*** Begin section ***

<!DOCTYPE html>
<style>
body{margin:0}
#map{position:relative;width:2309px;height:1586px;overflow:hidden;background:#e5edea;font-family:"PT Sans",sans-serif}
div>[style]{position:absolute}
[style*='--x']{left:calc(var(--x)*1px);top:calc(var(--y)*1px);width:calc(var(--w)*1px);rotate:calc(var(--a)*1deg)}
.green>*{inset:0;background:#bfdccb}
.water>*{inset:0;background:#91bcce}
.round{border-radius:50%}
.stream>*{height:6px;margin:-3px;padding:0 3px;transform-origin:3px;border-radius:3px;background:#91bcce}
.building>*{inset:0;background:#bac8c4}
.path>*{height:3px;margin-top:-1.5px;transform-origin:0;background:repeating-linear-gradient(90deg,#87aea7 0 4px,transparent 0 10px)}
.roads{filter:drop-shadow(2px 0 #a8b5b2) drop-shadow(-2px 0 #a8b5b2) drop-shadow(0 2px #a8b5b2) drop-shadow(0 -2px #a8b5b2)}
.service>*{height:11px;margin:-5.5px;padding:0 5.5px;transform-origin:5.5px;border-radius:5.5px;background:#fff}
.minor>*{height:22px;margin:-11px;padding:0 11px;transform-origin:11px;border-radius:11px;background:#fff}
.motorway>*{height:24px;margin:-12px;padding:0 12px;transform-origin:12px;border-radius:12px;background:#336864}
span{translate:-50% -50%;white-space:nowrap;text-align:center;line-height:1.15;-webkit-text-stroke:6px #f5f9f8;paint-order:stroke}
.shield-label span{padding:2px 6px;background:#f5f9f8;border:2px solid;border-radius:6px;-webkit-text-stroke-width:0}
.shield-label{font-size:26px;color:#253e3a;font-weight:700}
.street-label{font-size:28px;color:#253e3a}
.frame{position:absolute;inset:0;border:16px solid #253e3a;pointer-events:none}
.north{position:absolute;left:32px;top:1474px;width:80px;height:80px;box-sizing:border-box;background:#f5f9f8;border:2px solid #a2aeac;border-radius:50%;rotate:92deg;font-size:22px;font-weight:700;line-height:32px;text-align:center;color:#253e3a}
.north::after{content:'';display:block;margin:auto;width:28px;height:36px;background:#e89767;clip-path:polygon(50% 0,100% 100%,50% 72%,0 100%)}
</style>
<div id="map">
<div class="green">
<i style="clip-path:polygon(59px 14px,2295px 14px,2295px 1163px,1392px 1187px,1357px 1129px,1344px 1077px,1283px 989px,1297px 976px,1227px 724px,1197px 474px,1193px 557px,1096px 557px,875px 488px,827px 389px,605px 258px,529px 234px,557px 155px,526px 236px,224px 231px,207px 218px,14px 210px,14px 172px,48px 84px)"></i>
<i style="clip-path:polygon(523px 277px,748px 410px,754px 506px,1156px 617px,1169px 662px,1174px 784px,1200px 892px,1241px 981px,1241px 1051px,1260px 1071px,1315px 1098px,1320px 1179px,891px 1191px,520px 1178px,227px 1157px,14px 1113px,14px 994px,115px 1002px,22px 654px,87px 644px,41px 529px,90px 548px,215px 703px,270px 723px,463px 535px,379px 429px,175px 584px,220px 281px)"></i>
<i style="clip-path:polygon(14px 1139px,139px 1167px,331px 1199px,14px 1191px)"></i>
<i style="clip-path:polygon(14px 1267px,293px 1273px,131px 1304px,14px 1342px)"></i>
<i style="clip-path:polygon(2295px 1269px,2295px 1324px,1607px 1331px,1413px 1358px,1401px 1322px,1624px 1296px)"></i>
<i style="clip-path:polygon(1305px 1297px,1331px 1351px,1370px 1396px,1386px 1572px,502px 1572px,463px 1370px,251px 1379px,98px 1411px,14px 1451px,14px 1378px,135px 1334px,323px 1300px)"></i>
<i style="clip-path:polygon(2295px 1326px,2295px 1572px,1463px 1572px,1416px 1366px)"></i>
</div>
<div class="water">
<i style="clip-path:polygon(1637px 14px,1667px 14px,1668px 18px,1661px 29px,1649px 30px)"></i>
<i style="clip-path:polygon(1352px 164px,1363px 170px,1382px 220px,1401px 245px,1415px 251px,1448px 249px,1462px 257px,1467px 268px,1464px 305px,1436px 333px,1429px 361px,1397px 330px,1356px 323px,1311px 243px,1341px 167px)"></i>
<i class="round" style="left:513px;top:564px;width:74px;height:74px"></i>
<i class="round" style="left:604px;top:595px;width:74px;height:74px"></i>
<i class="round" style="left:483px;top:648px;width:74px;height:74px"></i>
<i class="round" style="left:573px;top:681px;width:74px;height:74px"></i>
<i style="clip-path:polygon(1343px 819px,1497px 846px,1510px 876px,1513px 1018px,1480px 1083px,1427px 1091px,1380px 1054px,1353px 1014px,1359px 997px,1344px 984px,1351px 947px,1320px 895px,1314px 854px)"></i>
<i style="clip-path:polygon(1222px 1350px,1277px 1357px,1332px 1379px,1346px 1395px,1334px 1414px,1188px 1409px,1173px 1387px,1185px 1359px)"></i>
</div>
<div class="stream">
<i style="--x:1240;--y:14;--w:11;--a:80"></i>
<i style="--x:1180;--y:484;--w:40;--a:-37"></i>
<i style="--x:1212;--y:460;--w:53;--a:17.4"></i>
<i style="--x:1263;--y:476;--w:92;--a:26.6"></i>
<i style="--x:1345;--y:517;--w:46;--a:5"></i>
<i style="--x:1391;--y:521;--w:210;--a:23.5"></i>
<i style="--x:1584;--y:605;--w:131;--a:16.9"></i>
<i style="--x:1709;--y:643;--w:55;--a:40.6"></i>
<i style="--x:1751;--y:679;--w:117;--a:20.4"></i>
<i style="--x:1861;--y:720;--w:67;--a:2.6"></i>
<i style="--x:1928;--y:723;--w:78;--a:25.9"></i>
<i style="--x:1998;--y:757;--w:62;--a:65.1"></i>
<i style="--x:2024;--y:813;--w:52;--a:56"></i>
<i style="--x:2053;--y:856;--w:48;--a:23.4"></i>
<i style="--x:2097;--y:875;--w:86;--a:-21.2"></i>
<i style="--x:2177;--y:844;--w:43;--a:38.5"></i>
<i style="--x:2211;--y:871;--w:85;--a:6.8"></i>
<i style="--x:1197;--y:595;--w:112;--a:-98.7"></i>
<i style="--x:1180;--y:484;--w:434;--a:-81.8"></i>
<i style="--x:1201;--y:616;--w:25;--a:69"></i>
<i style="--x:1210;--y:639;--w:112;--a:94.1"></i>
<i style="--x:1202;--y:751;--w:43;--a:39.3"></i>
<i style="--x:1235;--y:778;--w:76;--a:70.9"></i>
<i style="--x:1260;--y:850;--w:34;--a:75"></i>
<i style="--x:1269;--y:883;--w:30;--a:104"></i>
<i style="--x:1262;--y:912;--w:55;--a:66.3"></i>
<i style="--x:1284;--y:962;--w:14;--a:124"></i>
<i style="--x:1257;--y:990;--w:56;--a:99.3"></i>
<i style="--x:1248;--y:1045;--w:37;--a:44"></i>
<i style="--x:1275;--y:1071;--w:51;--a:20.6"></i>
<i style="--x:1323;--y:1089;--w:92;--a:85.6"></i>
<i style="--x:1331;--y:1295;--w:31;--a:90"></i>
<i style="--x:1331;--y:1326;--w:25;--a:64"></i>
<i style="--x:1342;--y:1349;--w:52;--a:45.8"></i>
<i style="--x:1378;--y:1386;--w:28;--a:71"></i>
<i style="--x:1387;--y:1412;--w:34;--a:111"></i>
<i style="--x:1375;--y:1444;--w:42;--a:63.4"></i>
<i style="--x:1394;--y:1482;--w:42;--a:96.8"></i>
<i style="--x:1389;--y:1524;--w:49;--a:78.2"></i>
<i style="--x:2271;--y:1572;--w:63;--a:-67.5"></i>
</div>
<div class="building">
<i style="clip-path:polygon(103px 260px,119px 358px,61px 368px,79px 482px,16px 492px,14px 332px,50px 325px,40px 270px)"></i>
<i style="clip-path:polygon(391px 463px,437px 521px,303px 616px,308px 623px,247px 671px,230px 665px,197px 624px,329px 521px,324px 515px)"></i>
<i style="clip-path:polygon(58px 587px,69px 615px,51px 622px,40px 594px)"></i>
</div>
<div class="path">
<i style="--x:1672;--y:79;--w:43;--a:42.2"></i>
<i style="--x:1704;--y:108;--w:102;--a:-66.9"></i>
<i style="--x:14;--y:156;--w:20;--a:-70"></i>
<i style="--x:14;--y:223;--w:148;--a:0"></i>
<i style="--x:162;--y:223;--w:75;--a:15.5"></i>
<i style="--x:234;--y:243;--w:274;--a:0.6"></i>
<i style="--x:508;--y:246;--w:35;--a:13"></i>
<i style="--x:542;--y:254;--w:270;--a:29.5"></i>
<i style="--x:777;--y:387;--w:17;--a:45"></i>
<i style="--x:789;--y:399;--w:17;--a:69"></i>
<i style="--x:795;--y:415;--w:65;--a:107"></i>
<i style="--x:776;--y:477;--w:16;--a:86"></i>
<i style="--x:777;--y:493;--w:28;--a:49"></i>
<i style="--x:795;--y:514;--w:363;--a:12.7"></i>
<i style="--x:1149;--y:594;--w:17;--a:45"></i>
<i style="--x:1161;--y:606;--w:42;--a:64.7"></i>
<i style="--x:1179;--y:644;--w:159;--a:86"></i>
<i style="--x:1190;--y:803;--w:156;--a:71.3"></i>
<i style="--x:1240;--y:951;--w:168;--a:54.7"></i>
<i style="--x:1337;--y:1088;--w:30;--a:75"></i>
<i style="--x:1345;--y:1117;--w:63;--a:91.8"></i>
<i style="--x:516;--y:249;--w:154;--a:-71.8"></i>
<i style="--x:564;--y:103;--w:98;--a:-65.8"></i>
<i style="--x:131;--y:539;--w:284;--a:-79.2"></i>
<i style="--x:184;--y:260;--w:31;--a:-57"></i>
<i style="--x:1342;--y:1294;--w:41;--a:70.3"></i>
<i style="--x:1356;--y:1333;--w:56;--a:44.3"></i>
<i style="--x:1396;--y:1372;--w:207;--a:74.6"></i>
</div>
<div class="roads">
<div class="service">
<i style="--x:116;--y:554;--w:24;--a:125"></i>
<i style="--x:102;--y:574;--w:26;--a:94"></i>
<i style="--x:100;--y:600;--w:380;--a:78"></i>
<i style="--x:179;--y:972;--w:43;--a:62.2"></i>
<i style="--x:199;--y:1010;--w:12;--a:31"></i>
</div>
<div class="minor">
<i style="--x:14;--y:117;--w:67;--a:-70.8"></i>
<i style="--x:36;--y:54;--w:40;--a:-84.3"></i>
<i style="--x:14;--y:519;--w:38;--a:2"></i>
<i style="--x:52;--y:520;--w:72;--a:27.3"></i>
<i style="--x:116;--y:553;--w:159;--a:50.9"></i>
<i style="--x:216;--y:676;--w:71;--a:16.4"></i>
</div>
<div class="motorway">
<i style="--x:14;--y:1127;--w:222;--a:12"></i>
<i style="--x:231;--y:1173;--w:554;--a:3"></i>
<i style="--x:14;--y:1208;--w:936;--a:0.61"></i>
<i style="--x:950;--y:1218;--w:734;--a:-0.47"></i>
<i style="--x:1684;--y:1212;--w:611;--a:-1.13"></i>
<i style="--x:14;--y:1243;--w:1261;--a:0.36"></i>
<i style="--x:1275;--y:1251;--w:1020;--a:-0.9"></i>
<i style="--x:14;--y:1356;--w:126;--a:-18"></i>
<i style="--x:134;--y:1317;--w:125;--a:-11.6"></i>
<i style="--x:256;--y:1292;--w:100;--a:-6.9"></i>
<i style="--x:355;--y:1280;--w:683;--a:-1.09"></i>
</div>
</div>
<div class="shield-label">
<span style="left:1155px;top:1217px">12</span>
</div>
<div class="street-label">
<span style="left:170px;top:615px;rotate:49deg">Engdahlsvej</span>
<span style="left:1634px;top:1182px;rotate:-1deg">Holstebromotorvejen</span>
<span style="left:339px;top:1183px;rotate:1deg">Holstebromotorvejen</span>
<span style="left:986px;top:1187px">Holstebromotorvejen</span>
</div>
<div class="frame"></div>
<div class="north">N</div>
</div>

*** End section ***

*Work to be completed*: Which lines of the records above hold the word "stream"? Copy each of them.

*Response to the task*:
.stream>*{height:6px;margin:-3px;padding:0 3px;transform-origin:3px;border-radius:3px;background:#91bcce}
<div class="stream">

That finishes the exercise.